People ask me what is my favorite wine or a related question—can I recommend a special wine to take to a party.
I do not have a favorite. The best part of wine is drinking different wines. When pressed, I favor blended reds. I also love pinot noir from Burgundy or Washington State. If pressed about whites, I offer sauv blanc to match with food or quality sparkling to add fun.
My answers leave out malbecs from Argentina and rieslings from Germany or New York Finger Lakes, plus Italian and Spanish wines and several others. And, thus, we circle back to the original answer that I enjoy almost everything.
Recommending a special wine to bring to a party has an easy answer and an inherent problem.
Red is the easy answer. Red wines please more people than white wines. If you budget $20 or less, syrah/shiraz delivers fruit, tannin, acidity and people are familiar with it. Malbec falls between cabernet sauvignon (too intense for some) and merlot (too mellow for others). If it is a party hearty crowd, throw a in high octane California zinfandel.

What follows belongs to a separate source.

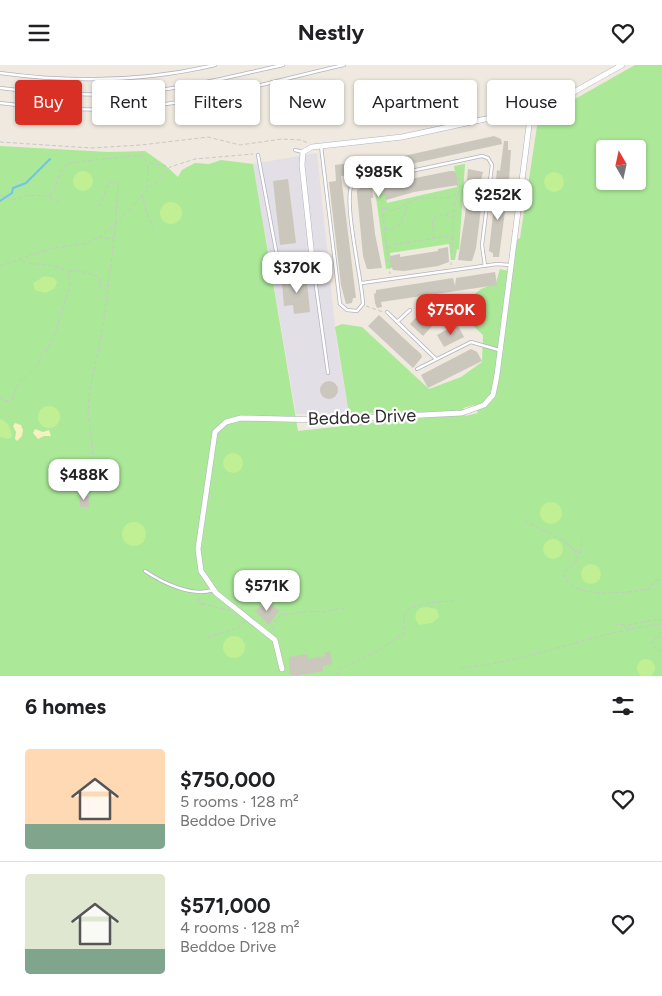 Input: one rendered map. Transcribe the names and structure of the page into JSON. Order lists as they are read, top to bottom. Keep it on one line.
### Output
{"streets":{"street":["Beddoe Drive"]},"north":"top","page":{"header":"Nestly","chip":["Buy","Rent","Filters","New","Apartment","House"],"price":["$985K","$252K","$370K","$750K","$488K","$571K"],"heading":"6 homes","list":[{"name":"$750,000","note":"5 rooms · 128 m² · Beddoe Drive"},{"name":"$571,000","note":"4 rooms · 128 m² · Beddoe Drive"}]}}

Whites are polarizing. Oak or stainless steel? Food-friendly acidity or buttery malolactic mouth feel? Bone dry or off dry or semi-sweet. The exception is sparkling wine. If you are willing to spend more than $20, sparkling is the right white answer.

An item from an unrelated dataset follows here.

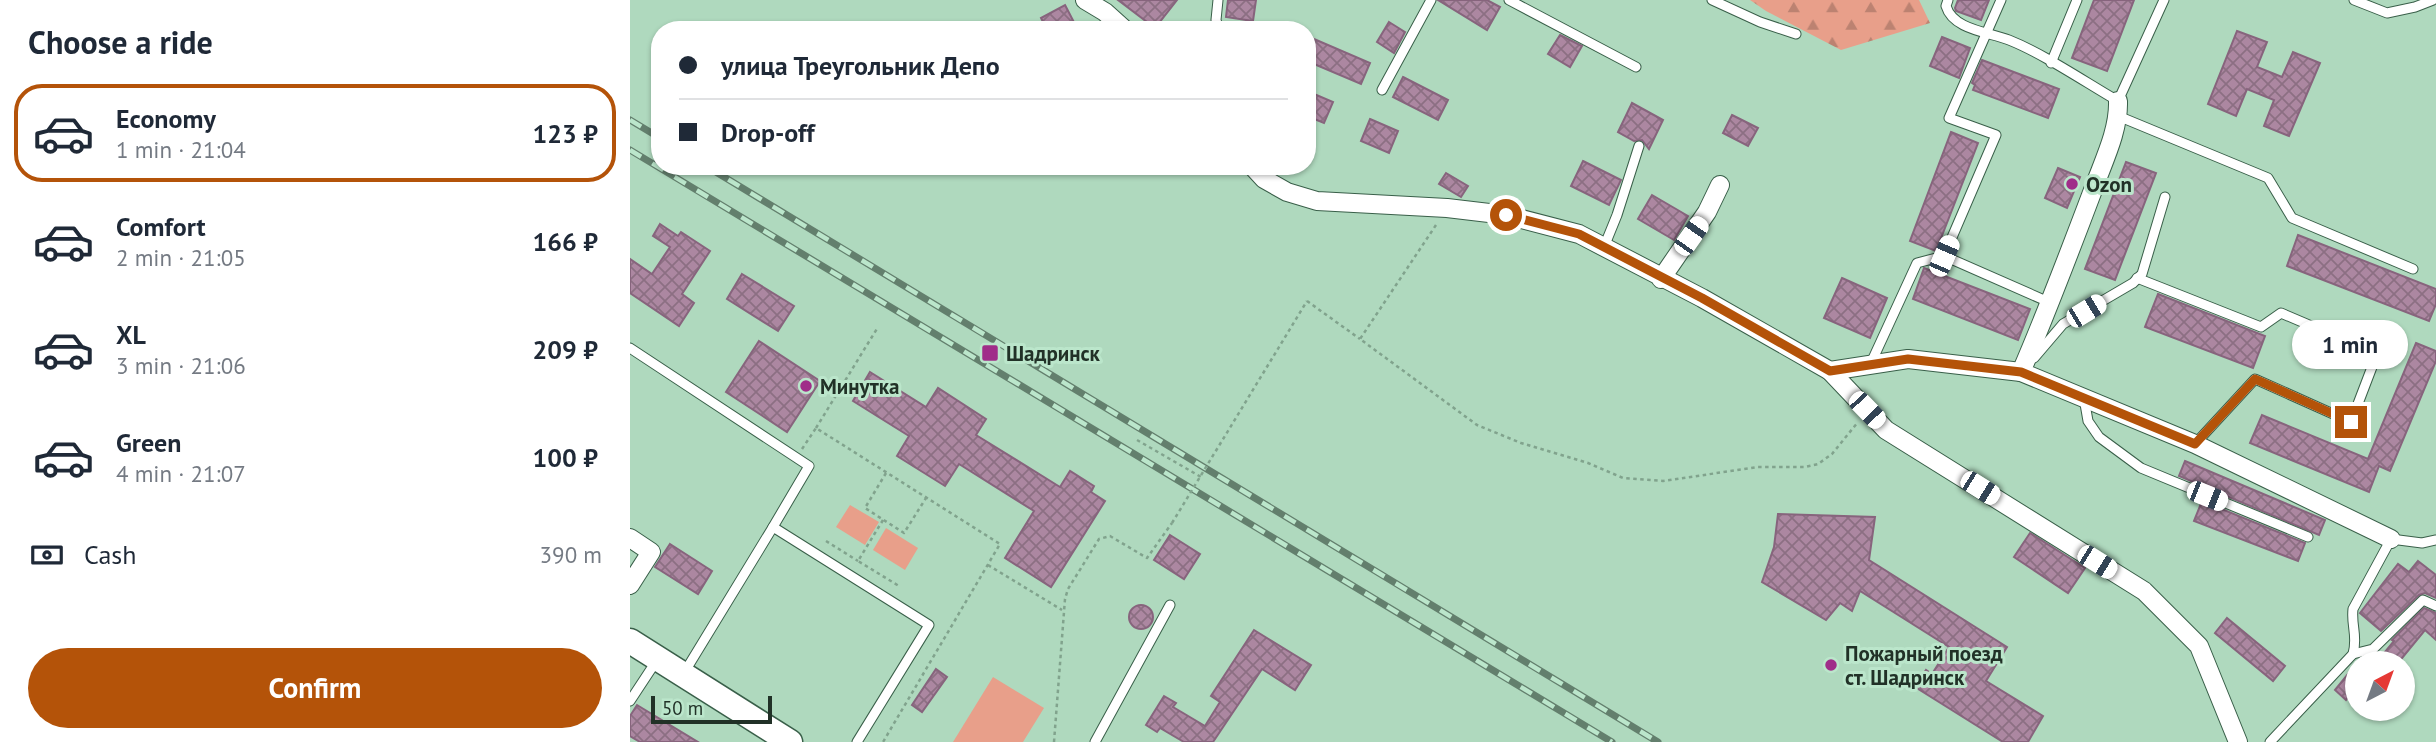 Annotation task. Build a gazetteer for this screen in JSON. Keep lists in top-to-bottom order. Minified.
{"places":{"other":["Ozon","Минутка","Пожарный поезд ст. Шадринск"],"transit":["Шадринск"]},"scale_bar":"50 m","north":"top right","page":{"heading":"Choose a ride","banner":["улица Треугольник Депо","Drop-off"],"list":[{"name":"Economy","note":"1 min · 21:04","value":"123 ₽"},{"name":"Comfort","note":"2 min · 21:05","value":"166 ₽"},{"name":"XL","note":"3 min · 21:06","value":"209 ₽"},{"name":"Green","note":"4 min · 21:07","value":"100 ₽"}],"bubble":"1 min","pay":["Cash","390 m"],"buttons":"Confirm","scale":"50 m"}}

Recommending a “special” wine has an inherent problem. Unless you are in the wine store, it is almost impossible to recommend a special wine your friend can easily find. There are nice wines you can find almost anywhere, but these will not likely be special. That is the nature of commodity wines. You can have nationwide distribution and production of tens of thousands of cases or you can have something special, but you can’t have both.
Take a wine you like to your party. If your friends like it, great. If they don’t, enjoy it yourself.
• 19 Crimes Cabernet Sauvignon 2015: Smooth, widely available, nicely priced. $10
• Pike Road Pinot Noir 2014: Solid value, no flaws, created by experienced, talented family. $19
Last round: When it comes to wine, I know my limits. I don’t pay attention to them, but I do know them.